Hmm.. I'd drop the biovores for a zoanthrope and some extra points, but it's mostly because I just don't like them in general.

Drop extended carapace from the stealers and give them outflanking. That'll either make it easy to assualt his gunline if he spreads out, or it'l have him cluster all his units more then 18" from each short board edge.

Drop the EC on the shooty warriors, they should simply be kept behind a gaunt screen.

I don't really like cc warriors, I think they cost too much for what they do. Those points could go to more genestealers.

Finally I'd combine those three units of spinegaunts into two of 15, just so they'll last longer.

Really with Genestealers outflanking you not only have a good chance of quick engagment in melee if you can find cover, you also keep your opponent within a 12" wide zone if he wants to try to avoid genestealers popping out and assualting him. Your boomfexes and deathspitter warriors will love this.


----------



## Inquisitor Einar (Mar 6, 2009)

Actually DON'T drop the carapace, without, you have no save against his bolters and flamers, with it, he'll need to bring his heavy weapons to bear on you.

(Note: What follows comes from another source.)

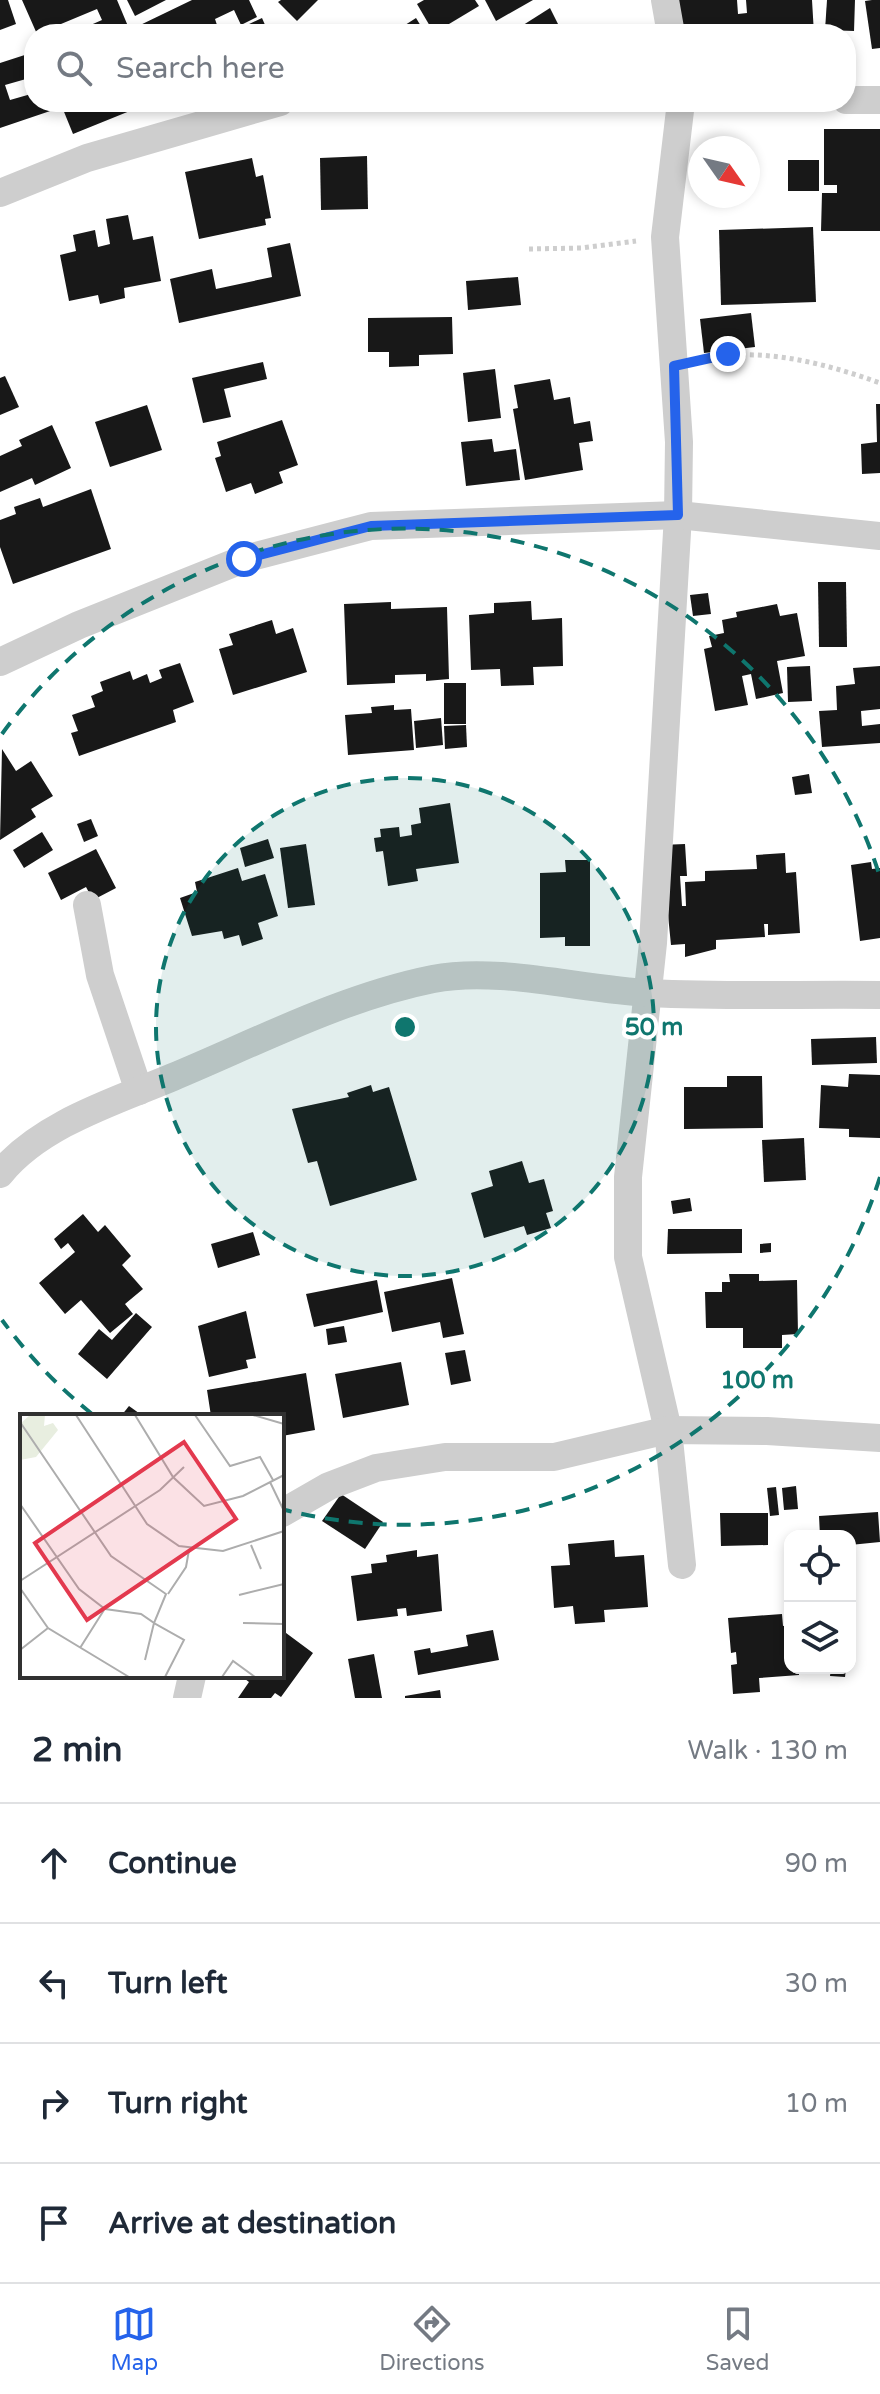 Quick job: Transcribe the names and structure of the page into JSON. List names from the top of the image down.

Do let them outflank, maybe add a lictor into your list so you can reroll stuff with the pheromone trail.

A zoanthrope should help you take care of his tanks with it's focussed blast.


----------



## Sebi (Mar 3, 2009)

First of all: I do not play nids but friends of mine do so I know them rather well and also the Dex so:

Why do you play an elite fex and not the normal Support Fexes that offer mor upgrade options and in general can have a sync barbed strangler?

my advice:
get two more fexes and put our more damage at 36" with Stranglers ... biovores are imho not worth their points ... all I have seen so far is not good.

Warriors are almost not used here ... not worth their points in most players opinion.
But maybe you find a suitable way to use em... there is not a bad unit ... but there are always "better" units :grin:

other than that what has been said sounds good for me


----------



## Tim/Steve (Jan 25, 2009)

Yes, outflanking stealers is the way to go- switch the enhanced carapace for scuttlers and send them round the flank. You dont need a 4+ save since you should either be able to get into combat straight away or hide in/behind cover (if you are in the open getting shot at your already dead so a 4+ save isnt going to help much).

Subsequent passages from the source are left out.